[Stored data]
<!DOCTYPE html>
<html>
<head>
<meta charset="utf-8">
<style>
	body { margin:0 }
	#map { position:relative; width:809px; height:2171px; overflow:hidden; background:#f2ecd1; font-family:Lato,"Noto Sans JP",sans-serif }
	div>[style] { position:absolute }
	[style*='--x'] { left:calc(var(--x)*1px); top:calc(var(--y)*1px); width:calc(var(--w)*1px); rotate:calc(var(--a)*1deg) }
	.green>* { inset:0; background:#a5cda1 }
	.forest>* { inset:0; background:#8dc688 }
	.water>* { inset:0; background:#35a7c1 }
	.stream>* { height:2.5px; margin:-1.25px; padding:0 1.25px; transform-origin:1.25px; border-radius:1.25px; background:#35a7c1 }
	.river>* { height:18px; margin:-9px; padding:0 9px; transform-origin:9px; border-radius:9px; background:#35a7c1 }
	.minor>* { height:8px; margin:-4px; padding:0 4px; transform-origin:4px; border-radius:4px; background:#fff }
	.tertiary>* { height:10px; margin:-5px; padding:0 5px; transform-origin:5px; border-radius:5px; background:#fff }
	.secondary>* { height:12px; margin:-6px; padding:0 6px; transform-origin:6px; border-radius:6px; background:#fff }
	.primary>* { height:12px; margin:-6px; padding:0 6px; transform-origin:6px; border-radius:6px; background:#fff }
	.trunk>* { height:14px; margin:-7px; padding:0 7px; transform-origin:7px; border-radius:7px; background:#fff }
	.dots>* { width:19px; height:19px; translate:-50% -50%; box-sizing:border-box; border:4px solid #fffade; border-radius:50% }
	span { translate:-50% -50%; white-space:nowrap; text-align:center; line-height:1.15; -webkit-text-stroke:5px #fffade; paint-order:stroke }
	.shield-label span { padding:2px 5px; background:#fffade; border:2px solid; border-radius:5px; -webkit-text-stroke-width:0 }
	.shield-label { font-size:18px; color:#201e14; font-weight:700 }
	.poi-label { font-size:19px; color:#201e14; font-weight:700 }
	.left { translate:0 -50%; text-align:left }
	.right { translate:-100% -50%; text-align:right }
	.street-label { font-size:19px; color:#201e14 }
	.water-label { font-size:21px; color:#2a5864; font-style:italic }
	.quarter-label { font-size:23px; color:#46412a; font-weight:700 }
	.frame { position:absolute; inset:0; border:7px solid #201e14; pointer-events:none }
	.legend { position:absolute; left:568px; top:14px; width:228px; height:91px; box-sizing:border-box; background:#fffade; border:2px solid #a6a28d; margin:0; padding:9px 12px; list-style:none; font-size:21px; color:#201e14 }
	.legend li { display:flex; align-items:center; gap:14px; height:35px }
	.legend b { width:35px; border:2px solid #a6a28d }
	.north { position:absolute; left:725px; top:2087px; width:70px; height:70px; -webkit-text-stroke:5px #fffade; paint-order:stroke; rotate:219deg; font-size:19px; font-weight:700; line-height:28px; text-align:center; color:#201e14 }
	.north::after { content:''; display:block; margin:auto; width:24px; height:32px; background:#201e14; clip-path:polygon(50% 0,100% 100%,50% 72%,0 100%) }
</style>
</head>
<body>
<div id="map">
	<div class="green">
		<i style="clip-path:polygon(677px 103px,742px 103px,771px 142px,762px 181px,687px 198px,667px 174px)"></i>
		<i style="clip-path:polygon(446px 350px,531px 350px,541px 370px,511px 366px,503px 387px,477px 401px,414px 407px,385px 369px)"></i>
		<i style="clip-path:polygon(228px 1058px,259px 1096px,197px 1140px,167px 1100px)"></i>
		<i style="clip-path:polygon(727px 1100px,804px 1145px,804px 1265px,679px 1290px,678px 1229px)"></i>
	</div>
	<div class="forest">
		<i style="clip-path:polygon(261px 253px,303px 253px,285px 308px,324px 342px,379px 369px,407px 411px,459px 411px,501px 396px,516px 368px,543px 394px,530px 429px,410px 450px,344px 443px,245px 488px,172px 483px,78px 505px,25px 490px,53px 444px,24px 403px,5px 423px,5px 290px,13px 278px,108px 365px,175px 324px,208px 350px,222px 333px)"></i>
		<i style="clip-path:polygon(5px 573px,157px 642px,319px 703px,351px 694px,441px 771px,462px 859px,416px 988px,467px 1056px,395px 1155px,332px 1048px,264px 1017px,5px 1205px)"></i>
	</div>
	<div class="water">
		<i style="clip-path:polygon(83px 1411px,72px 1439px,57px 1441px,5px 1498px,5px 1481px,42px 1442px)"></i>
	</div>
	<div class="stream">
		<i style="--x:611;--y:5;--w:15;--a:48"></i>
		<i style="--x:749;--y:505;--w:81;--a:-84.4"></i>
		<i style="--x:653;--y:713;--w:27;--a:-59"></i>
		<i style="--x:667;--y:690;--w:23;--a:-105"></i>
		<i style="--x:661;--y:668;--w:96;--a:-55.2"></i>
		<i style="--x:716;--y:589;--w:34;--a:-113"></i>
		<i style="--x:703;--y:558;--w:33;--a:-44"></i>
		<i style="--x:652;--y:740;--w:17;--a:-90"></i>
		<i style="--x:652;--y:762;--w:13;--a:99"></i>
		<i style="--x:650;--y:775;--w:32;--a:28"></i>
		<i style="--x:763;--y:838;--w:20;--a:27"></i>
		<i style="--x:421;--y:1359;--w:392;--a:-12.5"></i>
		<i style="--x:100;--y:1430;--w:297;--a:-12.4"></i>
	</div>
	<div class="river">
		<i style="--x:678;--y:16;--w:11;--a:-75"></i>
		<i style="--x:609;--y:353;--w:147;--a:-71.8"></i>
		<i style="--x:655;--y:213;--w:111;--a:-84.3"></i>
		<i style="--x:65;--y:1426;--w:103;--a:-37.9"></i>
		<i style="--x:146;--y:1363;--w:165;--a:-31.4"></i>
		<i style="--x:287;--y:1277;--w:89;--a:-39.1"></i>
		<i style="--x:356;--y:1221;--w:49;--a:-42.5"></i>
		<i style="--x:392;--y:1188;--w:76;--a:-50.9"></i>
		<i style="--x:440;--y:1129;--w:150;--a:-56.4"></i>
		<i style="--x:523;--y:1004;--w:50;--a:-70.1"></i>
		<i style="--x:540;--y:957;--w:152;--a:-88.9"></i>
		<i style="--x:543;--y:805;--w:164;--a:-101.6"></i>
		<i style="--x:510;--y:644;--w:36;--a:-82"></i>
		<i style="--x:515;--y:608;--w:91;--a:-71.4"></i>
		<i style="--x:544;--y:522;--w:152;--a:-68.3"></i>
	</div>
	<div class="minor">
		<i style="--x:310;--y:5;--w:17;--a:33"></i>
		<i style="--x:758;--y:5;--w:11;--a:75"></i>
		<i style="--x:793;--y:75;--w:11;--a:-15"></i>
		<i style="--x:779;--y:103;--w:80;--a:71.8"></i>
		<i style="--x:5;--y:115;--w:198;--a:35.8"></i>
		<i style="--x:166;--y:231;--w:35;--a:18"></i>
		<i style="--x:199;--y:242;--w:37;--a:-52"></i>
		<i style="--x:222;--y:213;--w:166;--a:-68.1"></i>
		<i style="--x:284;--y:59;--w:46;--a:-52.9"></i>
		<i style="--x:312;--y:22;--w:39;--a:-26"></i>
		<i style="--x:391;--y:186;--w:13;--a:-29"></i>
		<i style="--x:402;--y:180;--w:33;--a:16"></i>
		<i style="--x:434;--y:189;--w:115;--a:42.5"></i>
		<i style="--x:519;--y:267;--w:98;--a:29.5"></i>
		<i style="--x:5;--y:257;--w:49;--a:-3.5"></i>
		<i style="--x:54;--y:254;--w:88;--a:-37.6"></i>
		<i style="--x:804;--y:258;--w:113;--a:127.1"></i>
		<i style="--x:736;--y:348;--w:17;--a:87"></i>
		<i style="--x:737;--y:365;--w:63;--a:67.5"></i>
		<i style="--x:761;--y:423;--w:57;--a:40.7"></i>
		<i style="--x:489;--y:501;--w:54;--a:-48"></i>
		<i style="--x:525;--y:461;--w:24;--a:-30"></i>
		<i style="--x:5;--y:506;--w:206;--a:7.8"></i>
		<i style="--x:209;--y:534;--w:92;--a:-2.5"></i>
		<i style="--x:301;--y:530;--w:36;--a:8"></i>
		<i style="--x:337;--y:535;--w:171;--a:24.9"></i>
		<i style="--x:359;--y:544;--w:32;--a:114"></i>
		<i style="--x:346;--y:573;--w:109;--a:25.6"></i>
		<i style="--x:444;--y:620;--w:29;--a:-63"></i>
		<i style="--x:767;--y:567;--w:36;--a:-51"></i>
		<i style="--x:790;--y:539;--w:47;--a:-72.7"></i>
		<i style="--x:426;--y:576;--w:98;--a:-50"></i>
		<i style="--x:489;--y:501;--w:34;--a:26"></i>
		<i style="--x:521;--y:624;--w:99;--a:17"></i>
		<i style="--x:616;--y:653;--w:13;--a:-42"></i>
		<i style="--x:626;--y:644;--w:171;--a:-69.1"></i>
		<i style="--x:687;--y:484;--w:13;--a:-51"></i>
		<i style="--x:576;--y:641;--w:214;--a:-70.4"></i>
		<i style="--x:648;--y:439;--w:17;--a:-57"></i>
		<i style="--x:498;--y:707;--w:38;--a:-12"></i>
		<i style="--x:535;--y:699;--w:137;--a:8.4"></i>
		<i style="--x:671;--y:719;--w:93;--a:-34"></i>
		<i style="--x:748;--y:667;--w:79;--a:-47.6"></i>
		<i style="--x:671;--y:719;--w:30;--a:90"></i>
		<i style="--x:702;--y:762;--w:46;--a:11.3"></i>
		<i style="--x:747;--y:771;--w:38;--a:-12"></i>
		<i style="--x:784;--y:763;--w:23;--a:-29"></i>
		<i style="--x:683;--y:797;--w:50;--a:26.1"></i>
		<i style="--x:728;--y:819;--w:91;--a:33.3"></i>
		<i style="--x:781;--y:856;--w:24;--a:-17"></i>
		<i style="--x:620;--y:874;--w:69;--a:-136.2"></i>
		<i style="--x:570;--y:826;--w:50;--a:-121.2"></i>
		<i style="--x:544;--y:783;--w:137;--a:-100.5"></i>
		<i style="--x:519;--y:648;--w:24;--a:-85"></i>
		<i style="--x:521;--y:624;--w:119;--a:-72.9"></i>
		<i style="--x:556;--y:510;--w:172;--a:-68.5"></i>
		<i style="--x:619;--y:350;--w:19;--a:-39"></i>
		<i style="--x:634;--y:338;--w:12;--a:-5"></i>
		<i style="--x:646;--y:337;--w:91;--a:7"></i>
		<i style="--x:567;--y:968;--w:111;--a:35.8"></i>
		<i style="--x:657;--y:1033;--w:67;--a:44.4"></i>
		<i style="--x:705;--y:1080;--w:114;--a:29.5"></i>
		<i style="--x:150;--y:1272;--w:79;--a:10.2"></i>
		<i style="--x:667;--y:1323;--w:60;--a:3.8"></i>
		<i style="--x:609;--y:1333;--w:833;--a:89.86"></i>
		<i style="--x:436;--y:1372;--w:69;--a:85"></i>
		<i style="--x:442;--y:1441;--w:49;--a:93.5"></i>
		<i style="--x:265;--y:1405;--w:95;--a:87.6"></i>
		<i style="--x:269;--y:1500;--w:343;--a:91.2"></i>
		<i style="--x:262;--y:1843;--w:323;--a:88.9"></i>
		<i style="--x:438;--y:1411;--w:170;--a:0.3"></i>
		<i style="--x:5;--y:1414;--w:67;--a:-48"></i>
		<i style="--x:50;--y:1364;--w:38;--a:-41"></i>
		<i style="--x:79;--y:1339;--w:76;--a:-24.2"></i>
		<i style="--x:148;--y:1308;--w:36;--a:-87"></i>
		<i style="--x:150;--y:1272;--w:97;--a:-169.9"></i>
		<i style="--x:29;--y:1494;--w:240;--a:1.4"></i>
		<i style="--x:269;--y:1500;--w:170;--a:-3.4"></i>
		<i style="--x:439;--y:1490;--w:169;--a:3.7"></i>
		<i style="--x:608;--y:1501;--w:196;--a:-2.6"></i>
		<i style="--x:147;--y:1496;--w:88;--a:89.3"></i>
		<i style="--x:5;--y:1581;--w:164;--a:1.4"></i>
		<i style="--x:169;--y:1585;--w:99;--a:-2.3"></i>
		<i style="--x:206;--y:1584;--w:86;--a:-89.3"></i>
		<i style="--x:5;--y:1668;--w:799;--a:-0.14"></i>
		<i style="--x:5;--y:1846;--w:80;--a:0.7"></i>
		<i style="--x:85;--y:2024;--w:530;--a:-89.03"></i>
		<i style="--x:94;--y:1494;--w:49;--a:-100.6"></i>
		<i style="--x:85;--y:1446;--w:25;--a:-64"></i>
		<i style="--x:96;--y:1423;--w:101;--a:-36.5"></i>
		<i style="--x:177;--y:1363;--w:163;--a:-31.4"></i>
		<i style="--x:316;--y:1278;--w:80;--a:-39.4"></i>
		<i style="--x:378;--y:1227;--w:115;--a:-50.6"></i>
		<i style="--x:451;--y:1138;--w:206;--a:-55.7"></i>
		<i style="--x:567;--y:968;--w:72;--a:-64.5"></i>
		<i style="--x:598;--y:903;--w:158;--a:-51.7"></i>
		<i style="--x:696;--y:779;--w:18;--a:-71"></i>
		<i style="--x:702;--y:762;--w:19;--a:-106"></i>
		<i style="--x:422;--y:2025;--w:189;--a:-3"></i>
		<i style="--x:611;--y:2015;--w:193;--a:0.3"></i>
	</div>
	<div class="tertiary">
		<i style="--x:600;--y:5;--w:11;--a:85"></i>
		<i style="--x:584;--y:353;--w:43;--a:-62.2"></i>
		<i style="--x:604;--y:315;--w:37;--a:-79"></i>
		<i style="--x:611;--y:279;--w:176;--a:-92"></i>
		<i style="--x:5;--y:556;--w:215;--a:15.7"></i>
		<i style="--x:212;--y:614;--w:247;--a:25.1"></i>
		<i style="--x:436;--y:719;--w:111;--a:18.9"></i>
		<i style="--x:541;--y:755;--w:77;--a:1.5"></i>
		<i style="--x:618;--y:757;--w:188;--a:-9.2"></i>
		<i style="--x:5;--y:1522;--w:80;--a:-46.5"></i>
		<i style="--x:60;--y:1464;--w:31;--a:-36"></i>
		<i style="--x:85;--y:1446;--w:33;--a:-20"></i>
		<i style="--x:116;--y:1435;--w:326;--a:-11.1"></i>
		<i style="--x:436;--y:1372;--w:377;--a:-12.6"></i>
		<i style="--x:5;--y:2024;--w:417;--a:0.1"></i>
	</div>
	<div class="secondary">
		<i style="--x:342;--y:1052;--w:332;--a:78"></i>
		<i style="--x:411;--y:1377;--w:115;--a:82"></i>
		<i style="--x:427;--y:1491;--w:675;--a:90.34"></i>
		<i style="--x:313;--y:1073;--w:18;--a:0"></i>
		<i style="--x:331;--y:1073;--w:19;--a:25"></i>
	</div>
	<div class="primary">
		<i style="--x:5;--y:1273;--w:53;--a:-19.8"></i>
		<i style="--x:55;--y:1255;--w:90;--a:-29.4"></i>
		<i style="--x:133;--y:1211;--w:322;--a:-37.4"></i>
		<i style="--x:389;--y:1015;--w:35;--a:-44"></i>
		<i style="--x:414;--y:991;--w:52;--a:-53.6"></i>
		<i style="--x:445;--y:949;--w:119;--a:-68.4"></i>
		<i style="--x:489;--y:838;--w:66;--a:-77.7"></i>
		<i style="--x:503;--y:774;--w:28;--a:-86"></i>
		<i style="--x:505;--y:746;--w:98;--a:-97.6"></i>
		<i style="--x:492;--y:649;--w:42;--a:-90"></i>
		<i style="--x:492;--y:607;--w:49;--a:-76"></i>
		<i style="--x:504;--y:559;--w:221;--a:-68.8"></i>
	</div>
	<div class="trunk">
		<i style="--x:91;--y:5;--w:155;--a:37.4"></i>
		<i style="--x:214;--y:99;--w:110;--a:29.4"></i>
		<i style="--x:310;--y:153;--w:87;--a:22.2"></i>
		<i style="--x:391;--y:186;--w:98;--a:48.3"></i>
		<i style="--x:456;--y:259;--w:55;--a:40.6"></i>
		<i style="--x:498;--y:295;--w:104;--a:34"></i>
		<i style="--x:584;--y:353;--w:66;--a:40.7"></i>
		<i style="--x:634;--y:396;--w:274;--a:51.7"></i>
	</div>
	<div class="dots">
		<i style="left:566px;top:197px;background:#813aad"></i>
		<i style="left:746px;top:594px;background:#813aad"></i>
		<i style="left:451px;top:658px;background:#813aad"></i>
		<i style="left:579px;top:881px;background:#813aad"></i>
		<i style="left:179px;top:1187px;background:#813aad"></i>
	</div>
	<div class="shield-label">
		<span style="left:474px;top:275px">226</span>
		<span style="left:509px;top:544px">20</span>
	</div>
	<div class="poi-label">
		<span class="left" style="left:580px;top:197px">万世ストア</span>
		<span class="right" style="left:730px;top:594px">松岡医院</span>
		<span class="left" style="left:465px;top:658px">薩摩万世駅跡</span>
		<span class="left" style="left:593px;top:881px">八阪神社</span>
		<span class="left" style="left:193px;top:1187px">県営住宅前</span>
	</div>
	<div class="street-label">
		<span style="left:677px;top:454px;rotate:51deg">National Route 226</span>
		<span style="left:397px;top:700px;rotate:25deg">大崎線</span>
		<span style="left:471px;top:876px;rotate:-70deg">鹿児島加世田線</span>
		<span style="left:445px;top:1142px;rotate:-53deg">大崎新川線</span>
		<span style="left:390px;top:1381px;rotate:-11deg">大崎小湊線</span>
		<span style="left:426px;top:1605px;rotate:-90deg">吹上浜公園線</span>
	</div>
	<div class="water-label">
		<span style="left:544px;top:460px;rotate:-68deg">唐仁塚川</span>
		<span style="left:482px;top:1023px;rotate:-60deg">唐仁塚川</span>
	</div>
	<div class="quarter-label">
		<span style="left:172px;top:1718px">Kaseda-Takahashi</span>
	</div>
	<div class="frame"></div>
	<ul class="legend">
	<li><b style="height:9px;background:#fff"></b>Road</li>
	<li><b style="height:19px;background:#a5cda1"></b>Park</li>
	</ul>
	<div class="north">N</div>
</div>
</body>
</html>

Task to carry out »
Please give the number of lines in the data above that hold "stream", and write nothing else.

Written answer »
2